**Given records**

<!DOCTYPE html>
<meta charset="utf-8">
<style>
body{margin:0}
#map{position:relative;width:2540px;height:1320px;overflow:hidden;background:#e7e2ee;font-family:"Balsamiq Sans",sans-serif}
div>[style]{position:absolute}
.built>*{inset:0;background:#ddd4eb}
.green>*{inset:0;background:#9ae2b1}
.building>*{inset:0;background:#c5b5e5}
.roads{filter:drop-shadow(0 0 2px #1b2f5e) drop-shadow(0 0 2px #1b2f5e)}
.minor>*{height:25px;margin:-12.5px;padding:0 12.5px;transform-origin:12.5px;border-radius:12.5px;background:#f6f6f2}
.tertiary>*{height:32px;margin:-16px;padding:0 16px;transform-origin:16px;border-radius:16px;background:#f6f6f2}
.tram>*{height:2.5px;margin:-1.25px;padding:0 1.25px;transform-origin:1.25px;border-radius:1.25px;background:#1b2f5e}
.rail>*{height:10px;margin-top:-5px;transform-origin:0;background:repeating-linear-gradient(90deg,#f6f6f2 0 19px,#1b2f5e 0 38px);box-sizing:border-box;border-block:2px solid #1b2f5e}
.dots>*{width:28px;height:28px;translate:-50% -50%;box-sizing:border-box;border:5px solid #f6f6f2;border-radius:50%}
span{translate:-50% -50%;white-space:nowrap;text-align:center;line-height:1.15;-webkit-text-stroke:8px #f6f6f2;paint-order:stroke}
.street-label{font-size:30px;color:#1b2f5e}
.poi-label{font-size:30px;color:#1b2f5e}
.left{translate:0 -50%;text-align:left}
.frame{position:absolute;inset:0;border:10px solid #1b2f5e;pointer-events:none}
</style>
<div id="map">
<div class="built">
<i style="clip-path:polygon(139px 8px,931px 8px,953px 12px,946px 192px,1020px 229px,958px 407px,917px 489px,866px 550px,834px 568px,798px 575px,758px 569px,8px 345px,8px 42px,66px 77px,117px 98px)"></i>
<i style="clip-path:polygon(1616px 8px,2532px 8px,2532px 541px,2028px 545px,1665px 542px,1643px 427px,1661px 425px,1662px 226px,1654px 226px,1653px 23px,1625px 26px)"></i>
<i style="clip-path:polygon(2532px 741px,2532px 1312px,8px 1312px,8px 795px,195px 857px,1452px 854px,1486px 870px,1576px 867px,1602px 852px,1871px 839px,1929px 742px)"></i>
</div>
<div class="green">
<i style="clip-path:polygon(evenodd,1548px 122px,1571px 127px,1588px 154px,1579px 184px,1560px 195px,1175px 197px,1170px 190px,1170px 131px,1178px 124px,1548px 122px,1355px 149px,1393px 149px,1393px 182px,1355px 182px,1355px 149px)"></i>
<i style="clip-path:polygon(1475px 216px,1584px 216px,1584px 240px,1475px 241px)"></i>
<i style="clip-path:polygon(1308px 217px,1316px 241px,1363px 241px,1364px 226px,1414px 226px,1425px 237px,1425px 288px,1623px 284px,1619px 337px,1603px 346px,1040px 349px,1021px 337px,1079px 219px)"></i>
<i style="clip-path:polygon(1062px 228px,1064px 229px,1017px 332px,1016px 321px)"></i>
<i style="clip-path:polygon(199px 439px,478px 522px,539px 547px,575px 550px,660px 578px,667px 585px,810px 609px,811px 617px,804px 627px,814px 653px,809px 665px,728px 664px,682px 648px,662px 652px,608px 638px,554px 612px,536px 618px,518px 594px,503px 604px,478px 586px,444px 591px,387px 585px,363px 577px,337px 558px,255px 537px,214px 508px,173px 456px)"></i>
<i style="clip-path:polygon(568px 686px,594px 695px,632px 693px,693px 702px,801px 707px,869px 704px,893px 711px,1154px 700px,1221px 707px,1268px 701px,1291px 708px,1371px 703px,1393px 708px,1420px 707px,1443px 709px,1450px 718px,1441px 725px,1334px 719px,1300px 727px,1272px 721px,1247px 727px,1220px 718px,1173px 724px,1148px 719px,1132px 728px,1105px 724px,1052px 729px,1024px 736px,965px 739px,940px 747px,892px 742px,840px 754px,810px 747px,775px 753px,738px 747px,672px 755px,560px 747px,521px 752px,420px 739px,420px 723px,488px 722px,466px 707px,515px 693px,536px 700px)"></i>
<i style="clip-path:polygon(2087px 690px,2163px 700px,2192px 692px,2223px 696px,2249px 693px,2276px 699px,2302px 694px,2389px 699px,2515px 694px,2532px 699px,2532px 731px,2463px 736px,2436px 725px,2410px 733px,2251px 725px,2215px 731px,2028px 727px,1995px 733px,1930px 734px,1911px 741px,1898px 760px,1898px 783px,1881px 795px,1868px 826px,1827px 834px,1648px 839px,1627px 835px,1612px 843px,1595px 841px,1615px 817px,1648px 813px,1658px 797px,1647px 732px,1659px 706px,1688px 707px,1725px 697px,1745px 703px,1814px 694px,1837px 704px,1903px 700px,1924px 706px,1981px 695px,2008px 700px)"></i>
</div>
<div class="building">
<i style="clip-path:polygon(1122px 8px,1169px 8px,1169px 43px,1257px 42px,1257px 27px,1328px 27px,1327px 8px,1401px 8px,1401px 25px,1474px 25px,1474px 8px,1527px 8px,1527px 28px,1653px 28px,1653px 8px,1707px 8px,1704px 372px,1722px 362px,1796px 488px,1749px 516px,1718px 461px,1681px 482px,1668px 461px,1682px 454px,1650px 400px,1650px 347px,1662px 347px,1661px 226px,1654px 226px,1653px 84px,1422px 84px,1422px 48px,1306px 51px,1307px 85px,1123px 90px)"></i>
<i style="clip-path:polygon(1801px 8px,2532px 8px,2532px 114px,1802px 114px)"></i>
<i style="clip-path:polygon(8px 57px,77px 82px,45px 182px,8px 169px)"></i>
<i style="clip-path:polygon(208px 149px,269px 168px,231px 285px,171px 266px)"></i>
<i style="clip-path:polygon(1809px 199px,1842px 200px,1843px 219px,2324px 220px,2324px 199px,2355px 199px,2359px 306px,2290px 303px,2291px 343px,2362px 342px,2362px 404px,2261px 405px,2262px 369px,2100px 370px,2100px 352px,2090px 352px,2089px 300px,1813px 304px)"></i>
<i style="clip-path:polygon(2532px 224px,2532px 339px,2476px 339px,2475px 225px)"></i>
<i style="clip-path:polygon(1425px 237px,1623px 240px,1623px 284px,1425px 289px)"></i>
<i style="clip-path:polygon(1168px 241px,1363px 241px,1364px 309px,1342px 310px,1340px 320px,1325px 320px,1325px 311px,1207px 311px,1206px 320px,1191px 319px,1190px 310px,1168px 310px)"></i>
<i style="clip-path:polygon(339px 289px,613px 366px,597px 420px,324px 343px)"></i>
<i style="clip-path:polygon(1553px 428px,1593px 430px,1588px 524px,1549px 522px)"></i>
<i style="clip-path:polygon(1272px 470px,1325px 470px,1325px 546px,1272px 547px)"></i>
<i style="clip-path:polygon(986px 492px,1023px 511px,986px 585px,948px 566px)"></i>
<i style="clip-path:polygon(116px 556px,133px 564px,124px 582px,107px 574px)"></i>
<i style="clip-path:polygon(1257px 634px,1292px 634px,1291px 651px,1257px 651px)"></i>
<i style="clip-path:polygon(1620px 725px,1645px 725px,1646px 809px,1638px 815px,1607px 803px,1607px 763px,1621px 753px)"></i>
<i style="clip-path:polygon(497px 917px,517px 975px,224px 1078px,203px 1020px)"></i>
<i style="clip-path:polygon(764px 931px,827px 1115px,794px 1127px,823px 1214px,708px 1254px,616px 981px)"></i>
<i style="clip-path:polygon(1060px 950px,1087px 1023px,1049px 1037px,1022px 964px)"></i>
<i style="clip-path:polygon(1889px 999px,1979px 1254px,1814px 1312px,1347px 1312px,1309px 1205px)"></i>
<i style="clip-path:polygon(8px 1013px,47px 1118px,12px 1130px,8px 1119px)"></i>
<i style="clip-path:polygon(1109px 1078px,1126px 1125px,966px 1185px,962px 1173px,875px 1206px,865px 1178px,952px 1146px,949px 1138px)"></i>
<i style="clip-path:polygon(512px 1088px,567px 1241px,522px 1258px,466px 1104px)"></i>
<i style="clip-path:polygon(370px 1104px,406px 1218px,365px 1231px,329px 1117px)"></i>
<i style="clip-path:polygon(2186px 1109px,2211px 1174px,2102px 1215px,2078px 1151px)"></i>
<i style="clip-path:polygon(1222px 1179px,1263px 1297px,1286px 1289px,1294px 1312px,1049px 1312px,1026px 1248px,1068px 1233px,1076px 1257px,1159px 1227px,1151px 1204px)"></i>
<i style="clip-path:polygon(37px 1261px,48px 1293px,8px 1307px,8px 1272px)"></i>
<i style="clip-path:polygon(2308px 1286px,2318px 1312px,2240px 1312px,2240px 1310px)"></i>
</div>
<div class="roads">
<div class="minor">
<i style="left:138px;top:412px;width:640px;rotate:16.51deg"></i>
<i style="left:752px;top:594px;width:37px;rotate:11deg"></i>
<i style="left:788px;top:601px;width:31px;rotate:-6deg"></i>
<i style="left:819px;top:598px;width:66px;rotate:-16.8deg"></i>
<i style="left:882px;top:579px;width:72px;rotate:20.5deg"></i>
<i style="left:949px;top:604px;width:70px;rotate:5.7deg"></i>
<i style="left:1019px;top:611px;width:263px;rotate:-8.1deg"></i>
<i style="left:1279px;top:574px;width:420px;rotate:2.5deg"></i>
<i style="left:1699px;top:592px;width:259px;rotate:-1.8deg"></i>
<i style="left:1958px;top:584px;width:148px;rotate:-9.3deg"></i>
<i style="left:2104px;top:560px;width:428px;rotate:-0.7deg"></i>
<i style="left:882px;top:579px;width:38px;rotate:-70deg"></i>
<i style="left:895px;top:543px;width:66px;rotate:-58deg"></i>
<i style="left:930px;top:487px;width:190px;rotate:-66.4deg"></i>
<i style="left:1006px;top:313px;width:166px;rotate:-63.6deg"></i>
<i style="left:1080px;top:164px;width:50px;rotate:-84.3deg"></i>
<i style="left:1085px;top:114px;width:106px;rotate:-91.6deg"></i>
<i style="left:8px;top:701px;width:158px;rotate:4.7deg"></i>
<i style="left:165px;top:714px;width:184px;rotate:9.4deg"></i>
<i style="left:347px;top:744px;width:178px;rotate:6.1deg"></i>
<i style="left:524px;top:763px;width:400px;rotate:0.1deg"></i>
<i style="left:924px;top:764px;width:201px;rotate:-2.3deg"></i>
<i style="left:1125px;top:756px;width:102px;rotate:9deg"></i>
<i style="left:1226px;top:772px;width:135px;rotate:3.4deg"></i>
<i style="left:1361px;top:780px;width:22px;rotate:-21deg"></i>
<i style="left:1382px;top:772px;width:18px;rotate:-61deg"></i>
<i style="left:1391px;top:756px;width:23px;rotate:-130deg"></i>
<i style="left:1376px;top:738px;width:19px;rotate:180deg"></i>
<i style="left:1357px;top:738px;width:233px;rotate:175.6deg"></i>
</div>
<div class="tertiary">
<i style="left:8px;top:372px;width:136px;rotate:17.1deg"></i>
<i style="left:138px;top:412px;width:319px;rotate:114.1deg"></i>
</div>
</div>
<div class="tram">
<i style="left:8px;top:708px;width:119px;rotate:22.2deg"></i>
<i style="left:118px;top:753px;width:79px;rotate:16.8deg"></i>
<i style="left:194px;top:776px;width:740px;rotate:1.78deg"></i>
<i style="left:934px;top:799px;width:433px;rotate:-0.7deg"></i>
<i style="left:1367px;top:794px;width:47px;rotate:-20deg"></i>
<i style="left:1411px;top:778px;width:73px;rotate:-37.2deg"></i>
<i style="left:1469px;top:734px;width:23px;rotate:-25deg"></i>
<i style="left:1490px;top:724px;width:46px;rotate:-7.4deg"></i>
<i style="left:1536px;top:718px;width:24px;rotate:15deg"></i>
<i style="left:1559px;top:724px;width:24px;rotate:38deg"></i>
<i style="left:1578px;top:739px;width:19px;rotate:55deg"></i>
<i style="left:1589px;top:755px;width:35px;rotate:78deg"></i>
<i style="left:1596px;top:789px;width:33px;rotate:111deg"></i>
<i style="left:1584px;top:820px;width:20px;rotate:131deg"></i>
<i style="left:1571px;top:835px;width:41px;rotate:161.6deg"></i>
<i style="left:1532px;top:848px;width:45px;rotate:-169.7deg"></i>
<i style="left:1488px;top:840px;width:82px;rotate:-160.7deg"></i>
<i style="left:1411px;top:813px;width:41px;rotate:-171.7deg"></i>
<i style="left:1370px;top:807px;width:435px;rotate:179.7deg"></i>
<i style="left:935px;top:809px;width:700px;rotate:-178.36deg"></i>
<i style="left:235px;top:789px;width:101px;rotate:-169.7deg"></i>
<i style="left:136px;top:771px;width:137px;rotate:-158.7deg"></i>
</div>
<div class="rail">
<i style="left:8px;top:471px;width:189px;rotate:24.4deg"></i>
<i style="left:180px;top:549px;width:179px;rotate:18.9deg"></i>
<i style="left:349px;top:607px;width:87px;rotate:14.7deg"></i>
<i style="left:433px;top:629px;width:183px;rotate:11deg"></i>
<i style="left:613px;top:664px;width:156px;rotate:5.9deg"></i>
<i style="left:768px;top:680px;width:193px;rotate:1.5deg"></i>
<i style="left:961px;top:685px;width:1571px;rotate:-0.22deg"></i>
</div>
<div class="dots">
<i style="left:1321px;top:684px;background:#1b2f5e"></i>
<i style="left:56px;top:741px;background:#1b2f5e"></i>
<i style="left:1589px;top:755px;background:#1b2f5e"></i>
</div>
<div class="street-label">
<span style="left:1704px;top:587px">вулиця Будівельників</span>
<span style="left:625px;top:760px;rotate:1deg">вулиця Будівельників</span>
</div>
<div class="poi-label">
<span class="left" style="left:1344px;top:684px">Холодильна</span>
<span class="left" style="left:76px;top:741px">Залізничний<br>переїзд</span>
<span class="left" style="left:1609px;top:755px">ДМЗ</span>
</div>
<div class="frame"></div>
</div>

**Task**
Lines above with "minor" in them are the ones to copy.

**Solution to this exercise**
.minor>*{height:25px;margin:-12.5px;padding:0 12.5px;transform-origin:12.5px;border-radius:12.5px;background:#f6f6f2}
<div class="minor">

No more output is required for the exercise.